## Your instructions
The answer should be one number: how many lines in the records below contain the word "buttons".

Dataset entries
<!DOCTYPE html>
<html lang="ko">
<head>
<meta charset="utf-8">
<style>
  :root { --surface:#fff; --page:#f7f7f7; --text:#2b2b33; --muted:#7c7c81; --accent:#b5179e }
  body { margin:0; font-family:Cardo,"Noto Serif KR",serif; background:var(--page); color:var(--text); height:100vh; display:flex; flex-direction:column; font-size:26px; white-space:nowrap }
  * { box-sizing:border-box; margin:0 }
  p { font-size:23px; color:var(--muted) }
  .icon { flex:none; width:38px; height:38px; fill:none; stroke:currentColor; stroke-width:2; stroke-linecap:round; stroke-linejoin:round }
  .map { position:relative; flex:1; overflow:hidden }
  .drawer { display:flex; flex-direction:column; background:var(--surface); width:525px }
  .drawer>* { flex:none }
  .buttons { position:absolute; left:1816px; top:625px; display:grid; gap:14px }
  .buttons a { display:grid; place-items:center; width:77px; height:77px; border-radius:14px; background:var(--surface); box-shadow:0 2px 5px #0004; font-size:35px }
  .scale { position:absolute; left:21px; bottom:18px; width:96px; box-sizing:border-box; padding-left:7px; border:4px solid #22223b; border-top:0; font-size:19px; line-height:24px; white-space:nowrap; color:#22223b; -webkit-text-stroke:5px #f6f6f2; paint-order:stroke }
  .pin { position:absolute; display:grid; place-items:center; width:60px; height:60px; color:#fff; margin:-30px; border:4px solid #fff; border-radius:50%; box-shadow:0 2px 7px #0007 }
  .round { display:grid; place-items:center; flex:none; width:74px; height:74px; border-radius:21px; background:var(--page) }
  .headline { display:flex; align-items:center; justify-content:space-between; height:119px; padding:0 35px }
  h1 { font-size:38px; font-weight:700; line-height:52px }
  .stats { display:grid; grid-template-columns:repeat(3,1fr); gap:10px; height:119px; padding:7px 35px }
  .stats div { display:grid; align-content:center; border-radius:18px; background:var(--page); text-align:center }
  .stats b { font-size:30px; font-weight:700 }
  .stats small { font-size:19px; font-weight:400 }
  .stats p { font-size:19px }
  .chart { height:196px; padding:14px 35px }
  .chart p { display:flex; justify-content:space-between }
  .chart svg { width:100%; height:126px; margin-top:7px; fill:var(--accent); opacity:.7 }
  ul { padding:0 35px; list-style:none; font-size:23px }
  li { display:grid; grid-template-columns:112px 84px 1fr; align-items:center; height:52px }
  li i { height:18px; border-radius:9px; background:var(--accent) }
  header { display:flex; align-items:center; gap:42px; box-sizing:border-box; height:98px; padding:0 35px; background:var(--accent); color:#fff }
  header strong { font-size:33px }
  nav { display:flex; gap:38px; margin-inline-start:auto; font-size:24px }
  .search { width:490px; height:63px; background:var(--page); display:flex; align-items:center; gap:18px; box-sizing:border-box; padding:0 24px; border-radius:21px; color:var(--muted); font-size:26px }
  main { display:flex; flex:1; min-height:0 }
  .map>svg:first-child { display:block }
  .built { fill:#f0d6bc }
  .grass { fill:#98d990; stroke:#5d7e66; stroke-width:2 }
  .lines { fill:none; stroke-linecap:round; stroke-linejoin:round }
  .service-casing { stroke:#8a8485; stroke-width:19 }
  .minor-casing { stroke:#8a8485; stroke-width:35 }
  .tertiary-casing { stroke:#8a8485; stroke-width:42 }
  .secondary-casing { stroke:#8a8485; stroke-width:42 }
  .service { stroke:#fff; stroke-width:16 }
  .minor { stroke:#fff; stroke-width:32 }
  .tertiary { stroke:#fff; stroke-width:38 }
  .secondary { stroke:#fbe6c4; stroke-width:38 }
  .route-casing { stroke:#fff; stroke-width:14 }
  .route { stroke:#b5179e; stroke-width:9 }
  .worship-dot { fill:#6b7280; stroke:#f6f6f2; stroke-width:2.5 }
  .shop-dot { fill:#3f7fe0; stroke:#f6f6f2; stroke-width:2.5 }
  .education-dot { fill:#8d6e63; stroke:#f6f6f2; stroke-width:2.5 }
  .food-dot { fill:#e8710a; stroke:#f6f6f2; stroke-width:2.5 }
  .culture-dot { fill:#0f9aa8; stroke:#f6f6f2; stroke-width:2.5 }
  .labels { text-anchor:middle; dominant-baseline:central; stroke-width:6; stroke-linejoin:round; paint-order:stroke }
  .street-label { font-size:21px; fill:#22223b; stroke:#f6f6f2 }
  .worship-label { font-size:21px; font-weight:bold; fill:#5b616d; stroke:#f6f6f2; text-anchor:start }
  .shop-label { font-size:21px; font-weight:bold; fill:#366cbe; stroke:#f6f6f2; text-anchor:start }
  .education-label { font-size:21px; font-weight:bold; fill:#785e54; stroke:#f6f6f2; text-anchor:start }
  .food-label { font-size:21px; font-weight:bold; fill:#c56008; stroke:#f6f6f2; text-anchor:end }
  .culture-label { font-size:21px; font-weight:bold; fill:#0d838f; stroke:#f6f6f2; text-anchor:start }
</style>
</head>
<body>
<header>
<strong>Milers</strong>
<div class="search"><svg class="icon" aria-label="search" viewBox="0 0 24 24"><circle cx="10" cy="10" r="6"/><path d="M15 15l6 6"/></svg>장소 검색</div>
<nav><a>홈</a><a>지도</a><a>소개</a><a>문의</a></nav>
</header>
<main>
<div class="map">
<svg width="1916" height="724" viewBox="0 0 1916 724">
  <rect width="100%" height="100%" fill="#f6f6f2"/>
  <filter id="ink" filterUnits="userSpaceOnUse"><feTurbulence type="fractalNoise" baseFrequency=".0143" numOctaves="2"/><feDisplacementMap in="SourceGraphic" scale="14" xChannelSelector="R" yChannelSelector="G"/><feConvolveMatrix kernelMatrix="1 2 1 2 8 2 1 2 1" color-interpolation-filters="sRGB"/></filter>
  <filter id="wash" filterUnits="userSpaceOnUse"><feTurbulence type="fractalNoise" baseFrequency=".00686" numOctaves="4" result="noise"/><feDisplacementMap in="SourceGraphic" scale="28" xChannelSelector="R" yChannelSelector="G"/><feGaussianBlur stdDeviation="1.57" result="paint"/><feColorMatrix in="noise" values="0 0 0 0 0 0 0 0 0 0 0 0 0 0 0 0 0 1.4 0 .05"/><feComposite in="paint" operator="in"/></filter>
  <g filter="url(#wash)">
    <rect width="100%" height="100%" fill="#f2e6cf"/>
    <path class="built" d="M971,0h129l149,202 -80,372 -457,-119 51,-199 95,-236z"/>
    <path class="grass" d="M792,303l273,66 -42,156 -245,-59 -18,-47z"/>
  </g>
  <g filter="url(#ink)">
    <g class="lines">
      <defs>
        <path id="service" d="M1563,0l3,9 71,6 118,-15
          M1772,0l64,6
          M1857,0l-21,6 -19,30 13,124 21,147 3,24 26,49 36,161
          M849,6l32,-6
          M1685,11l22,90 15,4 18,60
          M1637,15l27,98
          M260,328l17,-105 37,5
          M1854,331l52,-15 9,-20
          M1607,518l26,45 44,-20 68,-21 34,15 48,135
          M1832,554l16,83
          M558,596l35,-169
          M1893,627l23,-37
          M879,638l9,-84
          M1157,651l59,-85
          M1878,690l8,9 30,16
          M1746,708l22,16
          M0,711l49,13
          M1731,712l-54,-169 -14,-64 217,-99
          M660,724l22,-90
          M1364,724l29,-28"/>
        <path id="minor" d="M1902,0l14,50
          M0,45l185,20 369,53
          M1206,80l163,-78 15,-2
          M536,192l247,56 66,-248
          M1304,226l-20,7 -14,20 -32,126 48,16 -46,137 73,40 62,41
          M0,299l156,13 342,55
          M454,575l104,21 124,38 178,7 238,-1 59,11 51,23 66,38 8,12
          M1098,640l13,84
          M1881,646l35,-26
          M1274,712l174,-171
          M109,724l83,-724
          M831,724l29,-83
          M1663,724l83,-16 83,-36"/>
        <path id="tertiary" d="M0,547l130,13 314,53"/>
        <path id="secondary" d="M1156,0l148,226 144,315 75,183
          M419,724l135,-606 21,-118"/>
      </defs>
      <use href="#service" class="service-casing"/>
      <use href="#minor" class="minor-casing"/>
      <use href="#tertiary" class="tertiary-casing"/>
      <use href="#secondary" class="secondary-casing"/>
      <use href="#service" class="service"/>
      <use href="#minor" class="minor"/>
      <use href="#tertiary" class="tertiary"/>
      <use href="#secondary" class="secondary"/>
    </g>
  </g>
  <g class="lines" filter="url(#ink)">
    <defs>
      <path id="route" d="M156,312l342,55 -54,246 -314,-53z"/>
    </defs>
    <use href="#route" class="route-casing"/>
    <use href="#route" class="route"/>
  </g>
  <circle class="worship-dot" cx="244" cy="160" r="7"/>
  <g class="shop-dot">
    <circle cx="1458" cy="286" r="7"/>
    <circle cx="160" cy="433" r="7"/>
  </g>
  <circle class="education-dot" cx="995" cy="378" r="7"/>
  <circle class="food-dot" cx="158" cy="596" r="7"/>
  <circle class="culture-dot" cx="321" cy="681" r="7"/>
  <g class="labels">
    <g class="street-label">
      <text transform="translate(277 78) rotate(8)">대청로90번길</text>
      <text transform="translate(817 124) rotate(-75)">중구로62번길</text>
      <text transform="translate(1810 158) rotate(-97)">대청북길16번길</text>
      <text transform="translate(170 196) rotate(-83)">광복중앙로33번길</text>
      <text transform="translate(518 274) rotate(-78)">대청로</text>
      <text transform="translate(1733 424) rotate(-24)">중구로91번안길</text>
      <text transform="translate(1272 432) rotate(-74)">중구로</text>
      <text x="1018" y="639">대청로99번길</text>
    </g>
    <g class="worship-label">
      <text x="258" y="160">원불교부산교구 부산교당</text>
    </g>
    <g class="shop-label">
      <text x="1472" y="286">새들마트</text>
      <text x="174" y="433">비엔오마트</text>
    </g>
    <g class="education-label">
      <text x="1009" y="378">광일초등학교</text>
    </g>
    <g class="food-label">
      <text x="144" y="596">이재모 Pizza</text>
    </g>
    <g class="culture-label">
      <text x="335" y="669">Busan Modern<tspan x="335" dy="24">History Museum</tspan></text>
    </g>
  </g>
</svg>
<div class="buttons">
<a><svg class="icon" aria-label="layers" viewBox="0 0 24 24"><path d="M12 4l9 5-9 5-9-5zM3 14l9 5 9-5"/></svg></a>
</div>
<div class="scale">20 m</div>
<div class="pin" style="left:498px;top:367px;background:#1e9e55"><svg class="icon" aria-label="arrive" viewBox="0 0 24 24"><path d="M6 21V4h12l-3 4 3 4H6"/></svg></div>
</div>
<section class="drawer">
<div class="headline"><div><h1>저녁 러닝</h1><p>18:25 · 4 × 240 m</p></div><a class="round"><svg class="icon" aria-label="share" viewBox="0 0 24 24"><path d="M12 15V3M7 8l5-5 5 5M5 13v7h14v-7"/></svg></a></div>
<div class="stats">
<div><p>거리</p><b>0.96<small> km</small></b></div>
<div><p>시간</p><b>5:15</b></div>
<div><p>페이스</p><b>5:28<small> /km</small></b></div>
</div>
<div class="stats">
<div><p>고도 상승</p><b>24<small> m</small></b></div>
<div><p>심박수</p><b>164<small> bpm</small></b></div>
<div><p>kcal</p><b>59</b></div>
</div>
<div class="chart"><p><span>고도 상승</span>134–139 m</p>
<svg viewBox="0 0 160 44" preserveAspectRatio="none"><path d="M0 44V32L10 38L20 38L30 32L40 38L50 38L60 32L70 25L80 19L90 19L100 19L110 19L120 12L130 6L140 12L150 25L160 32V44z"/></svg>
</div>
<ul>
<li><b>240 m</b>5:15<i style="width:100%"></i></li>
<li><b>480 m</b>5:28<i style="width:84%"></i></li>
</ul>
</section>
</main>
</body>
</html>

## Solution to the exercise
3